Records provided:
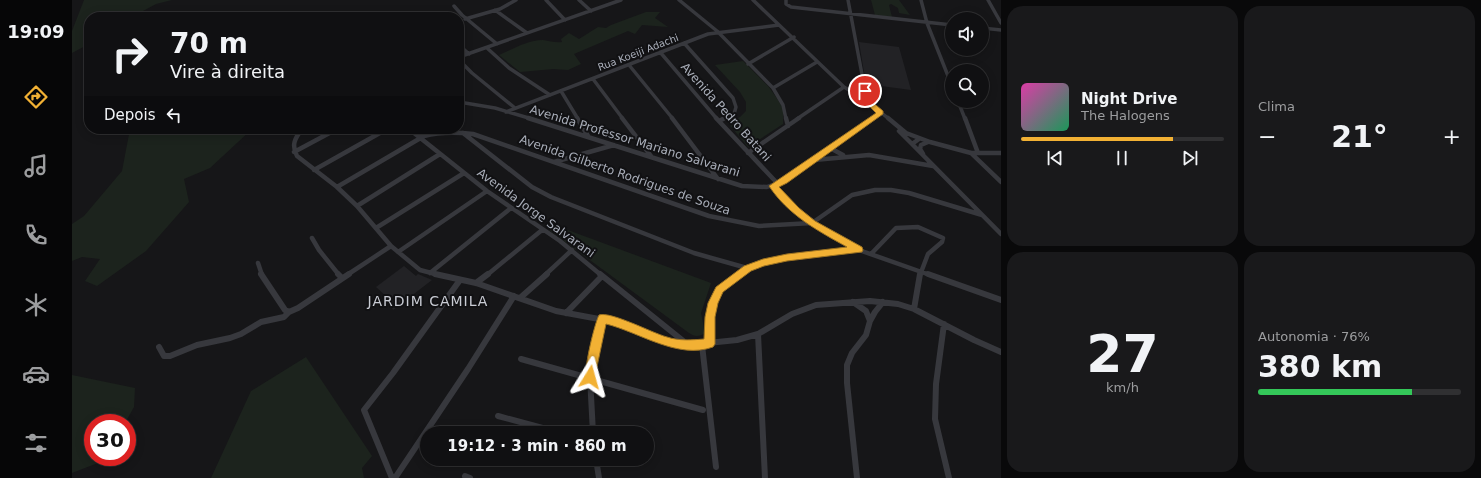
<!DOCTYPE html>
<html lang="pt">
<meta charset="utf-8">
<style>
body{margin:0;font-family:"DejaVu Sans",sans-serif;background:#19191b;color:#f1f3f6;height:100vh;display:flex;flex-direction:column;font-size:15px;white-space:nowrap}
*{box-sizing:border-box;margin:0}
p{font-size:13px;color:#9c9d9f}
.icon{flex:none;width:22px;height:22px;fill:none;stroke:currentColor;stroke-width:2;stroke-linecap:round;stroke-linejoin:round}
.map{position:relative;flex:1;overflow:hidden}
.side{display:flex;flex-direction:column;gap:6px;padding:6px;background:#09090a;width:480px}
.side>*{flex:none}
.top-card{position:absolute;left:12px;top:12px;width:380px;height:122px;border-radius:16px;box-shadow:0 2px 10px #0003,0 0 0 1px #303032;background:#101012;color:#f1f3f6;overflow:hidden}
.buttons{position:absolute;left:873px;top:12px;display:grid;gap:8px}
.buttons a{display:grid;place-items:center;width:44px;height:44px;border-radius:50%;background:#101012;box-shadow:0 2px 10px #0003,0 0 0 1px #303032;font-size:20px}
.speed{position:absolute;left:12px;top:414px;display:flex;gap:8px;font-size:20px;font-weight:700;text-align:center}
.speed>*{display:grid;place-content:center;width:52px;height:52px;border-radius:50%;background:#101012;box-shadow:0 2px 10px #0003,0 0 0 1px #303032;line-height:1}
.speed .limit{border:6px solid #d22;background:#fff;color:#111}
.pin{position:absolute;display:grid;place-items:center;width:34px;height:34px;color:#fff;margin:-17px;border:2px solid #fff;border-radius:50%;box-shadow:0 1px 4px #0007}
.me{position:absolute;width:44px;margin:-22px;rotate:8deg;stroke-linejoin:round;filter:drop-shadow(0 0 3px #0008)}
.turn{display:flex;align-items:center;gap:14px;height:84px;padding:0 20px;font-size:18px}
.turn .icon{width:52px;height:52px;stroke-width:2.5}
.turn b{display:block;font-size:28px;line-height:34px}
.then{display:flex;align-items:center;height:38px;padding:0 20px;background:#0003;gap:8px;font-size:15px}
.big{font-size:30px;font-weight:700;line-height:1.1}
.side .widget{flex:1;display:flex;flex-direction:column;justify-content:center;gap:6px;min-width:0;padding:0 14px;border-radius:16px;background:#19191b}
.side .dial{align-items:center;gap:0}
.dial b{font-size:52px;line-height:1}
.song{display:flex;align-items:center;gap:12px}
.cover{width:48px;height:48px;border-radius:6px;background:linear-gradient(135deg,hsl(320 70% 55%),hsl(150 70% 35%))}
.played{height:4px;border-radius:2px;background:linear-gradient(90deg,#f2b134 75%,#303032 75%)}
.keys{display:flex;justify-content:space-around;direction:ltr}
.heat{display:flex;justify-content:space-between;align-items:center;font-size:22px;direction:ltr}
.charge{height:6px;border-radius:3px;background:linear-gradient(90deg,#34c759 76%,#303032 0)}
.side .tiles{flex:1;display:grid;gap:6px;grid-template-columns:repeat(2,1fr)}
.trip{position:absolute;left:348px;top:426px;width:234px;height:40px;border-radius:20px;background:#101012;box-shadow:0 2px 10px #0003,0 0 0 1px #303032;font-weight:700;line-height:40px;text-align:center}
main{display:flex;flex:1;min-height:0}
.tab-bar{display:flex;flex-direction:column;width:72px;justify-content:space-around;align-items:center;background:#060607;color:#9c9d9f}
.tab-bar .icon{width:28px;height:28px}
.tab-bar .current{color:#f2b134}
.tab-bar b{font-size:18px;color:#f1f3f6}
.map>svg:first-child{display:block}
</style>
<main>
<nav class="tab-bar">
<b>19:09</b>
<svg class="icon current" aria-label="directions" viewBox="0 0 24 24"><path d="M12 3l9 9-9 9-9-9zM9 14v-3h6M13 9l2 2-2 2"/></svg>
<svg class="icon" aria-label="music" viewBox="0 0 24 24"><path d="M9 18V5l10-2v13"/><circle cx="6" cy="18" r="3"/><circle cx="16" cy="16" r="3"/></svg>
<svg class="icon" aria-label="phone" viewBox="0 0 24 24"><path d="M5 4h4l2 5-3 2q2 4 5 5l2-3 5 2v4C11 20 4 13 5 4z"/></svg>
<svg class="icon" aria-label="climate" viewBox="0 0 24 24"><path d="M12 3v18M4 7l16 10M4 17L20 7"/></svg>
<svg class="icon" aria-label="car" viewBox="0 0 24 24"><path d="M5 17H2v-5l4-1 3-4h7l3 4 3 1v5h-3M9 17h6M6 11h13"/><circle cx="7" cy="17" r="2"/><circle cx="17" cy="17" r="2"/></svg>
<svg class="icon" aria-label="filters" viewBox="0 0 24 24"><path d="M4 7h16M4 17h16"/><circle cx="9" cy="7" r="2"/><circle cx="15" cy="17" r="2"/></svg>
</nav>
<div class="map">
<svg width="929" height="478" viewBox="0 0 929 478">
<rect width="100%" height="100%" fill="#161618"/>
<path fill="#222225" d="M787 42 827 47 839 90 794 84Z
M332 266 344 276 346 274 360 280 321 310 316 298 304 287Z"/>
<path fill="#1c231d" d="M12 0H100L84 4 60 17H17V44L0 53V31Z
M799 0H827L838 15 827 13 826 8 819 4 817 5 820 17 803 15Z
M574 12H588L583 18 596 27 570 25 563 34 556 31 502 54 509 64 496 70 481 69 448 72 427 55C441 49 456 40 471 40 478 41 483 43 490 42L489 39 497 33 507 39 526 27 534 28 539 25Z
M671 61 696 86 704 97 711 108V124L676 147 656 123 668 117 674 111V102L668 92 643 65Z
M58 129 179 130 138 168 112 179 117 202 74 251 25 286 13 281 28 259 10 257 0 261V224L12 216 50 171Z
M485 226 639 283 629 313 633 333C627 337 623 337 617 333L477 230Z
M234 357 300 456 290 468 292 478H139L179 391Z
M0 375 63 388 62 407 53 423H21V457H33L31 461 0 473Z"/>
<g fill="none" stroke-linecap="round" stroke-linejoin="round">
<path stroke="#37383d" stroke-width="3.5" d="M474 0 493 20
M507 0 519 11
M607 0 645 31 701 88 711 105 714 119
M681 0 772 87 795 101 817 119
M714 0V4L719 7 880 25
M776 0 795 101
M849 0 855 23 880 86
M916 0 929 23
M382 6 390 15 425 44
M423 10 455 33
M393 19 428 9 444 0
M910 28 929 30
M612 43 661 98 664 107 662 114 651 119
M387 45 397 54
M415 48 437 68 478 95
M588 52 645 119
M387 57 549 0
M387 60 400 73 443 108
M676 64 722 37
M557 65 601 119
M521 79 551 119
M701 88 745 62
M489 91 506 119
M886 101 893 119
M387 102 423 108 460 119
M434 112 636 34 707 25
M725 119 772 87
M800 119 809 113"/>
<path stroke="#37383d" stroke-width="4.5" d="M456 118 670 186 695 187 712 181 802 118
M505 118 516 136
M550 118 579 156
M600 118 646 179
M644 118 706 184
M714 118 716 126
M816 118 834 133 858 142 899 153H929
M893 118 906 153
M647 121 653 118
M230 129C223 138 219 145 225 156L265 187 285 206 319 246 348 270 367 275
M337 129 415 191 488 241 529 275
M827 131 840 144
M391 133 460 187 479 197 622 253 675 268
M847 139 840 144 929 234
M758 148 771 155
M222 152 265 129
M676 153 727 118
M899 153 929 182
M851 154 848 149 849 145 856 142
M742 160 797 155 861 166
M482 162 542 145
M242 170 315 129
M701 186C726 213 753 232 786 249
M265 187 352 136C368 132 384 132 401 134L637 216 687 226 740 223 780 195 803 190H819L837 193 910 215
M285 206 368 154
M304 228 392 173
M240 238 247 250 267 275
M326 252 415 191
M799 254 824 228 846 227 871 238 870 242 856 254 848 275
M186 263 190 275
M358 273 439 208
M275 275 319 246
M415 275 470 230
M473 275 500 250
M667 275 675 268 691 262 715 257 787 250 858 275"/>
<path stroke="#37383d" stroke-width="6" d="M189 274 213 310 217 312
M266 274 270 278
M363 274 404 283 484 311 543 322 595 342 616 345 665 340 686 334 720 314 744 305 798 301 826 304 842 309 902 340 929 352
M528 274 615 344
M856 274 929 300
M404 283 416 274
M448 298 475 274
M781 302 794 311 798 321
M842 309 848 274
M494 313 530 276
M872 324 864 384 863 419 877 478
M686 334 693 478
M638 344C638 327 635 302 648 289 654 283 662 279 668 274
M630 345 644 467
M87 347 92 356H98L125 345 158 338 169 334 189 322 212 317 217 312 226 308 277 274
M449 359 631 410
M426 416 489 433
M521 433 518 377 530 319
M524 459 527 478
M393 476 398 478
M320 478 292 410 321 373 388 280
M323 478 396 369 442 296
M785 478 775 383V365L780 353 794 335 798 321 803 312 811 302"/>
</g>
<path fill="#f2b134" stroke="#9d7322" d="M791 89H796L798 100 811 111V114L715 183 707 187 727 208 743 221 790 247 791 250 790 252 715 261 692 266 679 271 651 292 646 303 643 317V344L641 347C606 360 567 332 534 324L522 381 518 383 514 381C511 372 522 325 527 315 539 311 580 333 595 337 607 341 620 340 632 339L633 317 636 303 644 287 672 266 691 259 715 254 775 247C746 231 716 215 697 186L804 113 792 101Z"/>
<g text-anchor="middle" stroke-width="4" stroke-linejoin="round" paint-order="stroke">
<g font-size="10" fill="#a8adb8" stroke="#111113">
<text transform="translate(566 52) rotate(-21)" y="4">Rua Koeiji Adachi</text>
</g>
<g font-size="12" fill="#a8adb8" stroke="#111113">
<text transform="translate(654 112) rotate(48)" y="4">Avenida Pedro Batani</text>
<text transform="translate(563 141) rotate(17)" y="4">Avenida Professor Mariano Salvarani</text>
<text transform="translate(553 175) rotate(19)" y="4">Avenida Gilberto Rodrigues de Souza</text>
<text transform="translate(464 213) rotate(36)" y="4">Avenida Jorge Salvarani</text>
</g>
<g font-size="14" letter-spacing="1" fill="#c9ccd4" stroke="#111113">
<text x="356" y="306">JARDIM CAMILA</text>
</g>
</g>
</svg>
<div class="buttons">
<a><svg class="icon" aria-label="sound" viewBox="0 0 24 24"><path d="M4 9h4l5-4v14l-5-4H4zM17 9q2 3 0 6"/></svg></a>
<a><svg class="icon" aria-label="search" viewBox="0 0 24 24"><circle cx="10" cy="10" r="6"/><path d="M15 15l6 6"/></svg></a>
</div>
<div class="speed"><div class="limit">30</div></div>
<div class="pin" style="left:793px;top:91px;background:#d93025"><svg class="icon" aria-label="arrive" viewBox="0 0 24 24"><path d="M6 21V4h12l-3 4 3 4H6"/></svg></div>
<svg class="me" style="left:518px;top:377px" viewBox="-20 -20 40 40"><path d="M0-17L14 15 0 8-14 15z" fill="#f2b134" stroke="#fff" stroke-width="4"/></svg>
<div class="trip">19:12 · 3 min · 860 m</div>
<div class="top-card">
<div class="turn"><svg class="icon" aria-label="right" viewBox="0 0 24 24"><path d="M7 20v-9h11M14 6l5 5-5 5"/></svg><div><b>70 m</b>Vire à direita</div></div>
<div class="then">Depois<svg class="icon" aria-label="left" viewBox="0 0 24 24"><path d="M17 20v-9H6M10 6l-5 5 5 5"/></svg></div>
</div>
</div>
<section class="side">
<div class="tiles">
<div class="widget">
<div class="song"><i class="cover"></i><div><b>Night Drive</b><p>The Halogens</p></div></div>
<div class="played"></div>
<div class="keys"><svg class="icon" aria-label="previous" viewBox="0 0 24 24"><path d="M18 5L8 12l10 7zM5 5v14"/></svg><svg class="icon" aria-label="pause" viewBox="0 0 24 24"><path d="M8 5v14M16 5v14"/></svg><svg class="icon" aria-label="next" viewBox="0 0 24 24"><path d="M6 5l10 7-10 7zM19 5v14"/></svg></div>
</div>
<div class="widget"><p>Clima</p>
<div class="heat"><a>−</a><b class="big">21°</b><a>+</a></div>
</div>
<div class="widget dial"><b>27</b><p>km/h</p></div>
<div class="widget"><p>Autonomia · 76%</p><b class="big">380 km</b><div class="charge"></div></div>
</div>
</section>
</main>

What you have to do:
Look through the records and gather every line containing "around".

Answer:
.keys{display:flex;justify-content:space-around;direction:ltr}
.tab-bar{display:flex;flex-direction:column;width:72px;justify-content:space-around;align-items:center;background:#060607;color:#9c9d9f}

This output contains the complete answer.